Joan B. (Ellicott City, MD)
Crime of Privilege
This is a murder mystery of page-turning quality. The protagonist, George Becket, is a persistent, likable, naive young man. For me, the rest of the main characters were a large lump of the entitled "American Royalty". I did not get to really know any of them. The idea that money brings power is repugnant to me. I am sorry that many of us, as free citizens, are willing to accept the privilege that accompanies money and power. I just do not want to believe that money and power puts people above the law.
Jim S. (Austin, TX)
Crime of Privilage
I love to read and finished the book quickly. However, the theme, as I perceived it bothers me.
George Becket, now an attorney in the district attorney office of Cape Cod, had "friends" and friends of friends while growing up. Some of these friends were part of a wealthy and privileged family, the Gregory's.
Steve B. (Spring, TX)
Cover up of a Crime by the Privileged.
Two young women, one from Cape Cod, the other visiting south Florida were involved with the family and friends. One committed suicide, the other was murdered.
George, years later, is tasked with the job of finding who murdered the woman. The problems he deals with appear monumental due to the Senator's powerful influence. The investigation takes him to Europe, Hawaii, and Central America.
The plot and characters were good but sometimes confusing. Overall I enjoyed the book although at times it was slow going.
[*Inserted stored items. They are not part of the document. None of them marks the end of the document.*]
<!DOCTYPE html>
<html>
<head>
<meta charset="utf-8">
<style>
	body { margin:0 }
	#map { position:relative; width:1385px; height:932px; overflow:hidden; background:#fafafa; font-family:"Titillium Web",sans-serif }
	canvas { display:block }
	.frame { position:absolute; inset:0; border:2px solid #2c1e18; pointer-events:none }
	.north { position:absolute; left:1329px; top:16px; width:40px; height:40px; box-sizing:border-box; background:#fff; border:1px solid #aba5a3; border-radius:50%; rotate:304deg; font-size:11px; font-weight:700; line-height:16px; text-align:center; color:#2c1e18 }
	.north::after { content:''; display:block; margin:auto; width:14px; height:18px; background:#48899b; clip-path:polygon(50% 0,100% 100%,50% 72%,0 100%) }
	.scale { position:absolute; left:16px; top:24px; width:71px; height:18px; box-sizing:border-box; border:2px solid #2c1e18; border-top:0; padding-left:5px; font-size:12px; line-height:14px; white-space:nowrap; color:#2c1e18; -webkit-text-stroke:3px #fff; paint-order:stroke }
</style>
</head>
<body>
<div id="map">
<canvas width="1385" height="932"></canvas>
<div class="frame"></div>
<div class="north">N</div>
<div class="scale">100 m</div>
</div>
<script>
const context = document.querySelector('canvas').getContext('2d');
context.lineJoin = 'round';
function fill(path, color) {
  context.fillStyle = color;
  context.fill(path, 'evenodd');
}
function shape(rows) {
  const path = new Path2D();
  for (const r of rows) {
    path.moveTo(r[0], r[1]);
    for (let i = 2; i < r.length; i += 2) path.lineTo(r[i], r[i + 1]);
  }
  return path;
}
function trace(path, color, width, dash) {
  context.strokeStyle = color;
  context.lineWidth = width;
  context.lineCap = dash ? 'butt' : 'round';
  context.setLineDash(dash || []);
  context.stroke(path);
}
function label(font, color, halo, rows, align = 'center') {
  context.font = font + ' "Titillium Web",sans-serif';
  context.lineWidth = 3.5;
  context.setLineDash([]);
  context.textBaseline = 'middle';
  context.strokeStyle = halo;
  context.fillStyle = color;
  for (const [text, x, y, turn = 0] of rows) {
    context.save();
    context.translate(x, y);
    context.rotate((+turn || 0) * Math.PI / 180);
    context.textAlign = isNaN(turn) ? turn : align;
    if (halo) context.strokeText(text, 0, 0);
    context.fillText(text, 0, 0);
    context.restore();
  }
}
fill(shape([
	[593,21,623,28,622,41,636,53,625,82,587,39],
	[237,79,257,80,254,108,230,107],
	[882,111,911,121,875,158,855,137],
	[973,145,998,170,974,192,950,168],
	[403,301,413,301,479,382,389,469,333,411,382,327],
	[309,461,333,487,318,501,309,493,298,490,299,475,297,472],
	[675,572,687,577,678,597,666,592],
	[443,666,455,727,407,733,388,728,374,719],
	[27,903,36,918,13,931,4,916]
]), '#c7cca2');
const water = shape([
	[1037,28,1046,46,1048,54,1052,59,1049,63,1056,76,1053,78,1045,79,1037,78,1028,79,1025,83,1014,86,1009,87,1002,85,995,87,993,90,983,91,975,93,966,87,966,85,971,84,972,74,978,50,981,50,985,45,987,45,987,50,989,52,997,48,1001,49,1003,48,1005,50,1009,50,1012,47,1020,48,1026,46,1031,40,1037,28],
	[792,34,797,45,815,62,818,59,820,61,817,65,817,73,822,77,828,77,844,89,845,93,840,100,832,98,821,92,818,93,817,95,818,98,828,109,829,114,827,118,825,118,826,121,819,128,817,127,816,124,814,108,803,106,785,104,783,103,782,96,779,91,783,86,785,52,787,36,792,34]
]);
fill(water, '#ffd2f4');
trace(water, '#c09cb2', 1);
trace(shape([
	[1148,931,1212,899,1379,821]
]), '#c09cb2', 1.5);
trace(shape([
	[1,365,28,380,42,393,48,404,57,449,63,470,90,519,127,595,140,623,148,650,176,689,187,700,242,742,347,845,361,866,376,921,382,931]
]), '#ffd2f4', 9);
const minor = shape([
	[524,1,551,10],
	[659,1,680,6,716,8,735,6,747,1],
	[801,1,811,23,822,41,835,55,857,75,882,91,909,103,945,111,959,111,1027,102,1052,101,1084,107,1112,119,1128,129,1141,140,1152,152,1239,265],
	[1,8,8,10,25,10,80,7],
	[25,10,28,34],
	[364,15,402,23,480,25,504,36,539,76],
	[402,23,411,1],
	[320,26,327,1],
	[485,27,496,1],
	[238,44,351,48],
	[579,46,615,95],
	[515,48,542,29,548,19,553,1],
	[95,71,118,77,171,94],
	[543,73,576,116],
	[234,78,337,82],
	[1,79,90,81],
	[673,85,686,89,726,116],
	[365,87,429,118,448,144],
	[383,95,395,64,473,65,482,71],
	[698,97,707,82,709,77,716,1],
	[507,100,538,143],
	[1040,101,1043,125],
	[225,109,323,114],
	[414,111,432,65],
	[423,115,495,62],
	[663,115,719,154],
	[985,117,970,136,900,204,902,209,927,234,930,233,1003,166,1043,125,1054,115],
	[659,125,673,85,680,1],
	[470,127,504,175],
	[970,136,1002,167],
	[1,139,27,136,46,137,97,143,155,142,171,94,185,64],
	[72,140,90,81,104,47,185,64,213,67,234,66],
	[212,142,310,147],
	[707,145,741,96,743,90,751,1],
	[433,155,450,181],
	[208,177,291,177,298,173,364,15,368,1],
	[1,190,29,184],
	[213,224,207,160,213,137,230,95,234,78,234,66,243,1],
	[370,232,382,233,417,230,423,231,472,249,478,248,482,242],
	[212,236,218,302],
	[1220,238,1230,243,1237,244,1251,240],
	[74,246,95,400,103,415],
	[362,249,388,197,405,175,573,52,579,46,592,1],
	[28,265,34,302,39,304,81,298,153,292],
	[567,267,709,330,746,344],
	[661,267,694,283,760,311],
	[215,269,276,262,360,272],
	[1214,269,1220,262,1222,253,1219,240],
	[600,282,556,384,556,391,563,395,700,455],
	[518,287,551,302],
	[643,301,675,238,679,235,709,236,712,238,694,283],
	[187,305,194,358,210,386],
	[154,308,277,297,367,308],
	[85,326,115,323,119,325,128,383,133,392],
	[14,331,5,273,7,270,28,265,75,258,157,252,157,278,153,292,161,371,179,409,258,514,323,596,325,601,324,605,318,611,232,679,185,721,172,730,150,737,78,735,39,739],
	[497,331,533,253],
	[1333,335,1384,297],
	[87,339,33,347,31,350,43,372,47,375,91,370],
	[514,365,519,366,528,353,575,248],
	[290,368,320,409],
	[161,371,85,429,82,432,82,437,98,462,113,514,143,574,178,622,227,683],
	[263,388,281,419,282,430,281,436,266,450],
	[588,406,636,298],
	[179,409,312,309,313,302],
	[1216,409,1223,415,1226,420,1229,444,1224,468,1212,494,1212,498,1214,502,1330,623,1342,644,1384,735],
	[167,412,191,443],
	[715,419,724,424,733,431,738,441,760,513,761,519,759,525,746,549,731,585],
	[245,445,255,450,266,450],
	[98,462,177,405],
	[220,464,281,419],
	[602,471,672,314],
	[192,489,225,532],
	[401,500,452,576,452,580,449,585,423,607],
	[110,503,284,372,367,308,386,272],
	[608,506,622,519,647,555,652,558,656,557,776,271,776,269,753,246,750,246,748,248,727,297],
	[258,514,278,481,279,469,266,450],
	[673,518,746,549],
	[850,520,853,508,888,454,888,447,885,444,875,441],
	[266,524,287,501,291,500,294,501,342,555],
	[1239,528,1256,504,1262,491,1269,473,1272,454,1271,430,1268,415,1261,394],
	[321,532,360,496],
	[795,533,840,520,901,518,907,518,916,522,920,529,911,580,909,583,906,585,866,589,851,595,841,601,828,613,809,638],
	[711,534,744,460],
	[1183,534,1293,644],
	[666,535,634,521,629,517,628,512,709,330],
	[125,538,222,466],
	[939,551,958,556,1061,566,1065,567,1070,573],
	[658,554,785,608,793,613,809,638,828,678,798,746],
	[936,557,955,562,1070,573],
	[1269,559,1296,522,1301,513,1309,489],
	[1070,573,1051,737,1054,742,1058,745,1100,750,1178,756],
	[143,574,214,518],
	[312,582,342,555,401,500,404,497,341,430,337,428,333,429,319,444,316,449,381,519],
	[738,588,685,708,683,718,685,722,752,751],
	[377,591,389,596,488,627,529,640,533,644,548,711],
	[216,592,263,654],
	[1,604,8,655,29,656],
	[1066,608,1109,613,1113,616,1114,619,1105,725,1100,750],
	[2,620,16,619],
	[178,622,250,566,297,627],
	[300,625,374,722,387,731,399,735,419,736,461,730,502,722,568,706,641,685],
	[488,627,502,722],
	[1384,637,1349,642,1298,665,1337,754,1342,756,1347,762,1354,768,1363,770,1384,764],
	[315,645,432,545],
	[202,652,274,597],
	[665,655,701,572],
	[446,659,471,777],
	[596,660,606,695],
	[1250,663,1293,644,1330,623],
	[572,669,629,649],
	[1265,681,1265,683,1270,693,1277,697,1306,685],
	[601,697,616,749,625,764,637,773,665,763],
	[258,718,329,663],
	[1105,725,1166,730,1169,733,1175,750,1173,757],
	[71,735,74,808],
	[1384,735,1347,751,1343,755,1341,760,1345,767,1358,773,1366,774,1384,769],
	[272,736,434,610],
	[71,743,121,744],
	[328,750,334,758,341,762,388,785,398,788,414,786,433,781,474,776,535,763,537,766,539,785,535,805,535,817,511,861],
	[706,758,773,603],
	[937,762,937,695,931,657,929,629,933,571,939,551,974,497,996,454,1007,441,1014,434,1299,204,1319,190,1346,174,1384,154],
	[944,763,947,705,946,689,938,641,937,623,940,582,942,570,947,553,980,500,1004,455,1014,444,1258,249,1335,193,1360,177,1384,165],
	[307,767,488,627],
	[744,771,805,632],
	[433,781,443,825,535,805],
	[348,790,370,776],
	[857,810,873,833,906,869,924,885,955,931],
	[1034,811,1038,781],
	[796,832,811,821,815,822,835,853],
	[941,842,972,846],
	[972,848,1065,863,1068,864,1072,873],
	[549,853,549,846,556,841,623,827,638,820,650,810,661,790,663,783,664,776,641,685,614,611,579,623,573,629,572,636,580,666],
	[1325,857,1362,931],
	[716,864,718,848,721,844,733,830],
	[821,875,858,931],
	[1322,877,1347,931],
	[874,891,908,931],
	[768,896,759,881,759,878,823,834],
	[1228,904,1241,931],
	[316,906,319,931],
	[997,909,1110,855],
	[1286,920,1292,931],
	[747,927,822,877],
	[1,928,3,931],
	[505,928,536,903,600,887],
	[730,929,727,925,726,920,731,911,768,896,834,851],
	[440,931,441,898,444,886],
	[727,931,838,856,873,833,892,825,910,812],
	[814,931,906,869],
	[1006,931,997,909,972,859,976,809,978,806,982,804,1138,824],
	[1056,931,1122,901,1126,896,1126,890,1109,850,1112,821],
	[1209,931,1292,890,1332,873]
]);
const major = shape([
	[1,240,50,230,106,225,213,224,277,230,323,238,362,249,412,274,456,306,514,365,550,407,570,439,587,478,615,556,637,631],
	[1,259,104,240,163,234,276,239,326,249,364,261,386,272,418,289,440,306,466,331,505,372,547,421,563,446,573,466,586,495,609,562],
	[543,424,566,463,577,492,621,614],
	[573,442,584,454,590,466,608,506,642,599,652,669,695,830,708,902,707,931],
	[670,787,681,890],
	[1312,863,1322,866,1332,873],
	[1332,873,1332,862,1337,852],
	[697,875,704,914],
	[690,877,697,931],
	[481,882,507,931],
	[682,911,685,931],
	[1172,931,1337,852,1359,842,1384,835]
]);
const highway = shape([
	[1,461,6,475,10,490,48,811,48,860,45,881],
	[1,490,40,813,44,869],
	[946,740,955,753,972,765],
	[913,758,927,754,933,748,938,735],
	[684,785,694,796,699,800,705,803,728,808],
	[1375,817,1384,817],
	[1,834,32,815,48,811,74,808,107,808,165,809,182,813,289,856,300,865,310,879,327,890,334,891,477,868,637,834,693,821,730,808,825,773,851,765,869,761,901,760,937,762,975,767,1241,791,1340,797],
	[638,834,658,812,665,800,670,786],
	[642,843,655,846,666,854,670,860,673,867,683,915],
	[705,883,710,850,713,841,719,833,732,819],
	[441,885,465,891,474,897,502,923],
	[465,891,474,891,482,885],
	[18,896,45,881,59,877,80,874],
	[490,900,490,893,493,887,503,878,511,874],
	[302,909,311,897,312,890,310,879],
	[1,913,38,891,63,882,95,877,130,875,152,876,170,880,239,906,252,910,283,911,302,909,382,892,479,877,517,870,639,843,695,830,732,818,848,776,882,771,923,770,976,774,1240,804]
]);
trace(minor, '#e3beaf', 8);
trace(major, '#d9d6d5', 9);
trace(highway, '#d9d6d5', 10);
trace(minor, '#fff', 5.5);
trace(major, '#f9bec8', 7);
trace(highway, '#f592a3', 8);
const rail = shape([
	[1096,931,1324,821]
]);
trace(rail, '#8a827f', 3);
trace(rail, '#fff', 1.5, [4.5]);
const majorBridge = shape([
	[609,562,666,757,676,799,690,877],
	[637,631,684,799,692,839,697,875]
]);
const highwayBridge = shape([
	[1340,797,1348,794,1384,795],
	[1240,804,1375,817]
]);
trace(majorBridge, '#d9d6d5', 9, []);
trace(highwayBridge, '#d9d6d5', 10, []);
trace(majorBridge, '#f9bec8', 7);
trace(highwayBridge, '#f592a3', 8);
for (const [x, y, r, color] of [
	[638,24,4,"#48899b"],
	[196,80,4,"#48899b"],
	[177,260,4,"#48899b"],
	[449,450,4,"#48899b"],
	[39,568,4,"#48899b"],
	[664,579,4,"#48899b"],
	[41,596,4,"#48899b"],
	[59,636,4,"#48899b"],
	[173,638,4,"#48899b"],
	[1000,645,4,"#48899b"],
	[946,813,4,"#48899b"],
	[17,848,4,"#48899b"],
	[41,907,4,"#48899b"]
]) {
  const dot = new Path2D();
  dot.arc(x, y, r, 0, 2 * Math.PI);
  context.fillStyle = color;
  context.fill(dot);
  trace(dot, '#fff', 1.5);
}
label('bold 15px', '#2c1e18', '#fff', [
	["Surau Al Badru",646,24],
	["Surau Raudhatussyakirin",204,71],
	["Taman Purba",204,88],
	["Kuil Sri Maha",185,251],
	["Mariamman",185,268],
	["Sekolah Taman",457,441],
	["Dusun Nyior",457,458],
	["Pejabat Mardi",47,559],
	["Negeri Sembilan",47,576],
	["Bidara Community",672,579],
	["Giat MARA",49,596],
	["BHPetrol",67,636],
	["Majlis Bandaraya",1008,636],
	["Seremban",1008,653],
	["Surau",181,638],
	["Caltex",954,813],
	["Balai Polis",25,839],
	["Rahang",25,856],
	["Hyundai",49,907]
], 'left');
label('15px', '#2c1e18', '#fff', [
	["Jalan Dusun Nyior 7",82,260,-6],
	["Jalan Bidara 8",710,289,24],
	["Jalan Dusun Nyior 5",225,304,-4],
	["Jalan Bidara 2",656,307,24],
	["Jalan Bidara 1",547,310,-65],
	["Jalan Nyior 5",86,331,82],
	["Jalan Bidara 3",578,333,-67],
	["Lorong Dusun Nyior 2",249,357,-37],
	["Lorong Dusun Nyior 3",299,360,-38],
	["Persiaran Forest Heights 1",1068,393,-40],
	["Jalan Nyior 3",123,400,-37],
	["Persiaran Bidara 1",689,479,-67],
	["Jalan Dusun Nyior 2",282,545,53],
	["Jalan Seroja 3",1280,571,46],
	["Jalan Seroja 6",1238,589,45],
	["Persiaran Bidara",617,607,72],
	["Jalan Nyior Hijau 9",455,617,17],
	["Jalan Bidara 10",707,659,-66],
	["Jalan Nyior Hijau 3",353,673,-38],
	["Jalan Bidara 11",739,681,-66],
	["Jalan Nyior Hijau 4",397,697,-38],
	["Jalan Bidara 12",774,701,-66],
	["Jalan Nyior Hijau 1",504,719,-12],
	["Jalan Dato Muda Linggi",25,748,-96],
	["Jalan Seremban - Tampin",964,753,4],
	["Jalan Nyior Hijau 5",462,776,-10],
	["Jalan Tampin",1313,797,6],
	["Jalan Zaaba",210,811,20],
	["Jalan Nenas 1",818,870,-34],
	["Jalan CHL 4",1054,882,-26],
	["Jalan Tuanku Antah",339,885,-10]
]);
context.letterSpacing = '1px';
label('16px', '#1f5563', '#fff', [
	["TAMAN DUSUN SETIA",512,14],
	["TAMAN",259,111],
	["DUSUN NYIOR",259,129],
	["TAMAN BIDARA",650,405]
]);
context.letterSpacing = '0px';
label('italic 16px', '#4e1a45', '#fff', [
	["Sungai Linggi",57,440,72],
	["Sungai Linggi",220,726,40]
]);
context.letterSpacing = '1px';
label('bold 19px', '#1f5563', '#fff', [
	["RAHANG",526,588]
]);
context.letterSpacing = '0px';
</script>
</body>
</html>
This is a gripping mystery of crimes perhaps committed by a family of wealth and privilege. A young assistant prosecutor, who witnessed one of the crimes when he was a college student, is the one trying to pursue justice. His path is encumbered at every step by those beholden to the powerful Cape Cod dynasty. He is relentless in his pursuit and appears to have solved the murder mystery but is thwarted in his attempt to bring the perpetrator to justice. Even though the victim of the murder is the daughter of another rich and powerful man, the prosecutor is made aware that the justice system is not always blind when political influence is involved.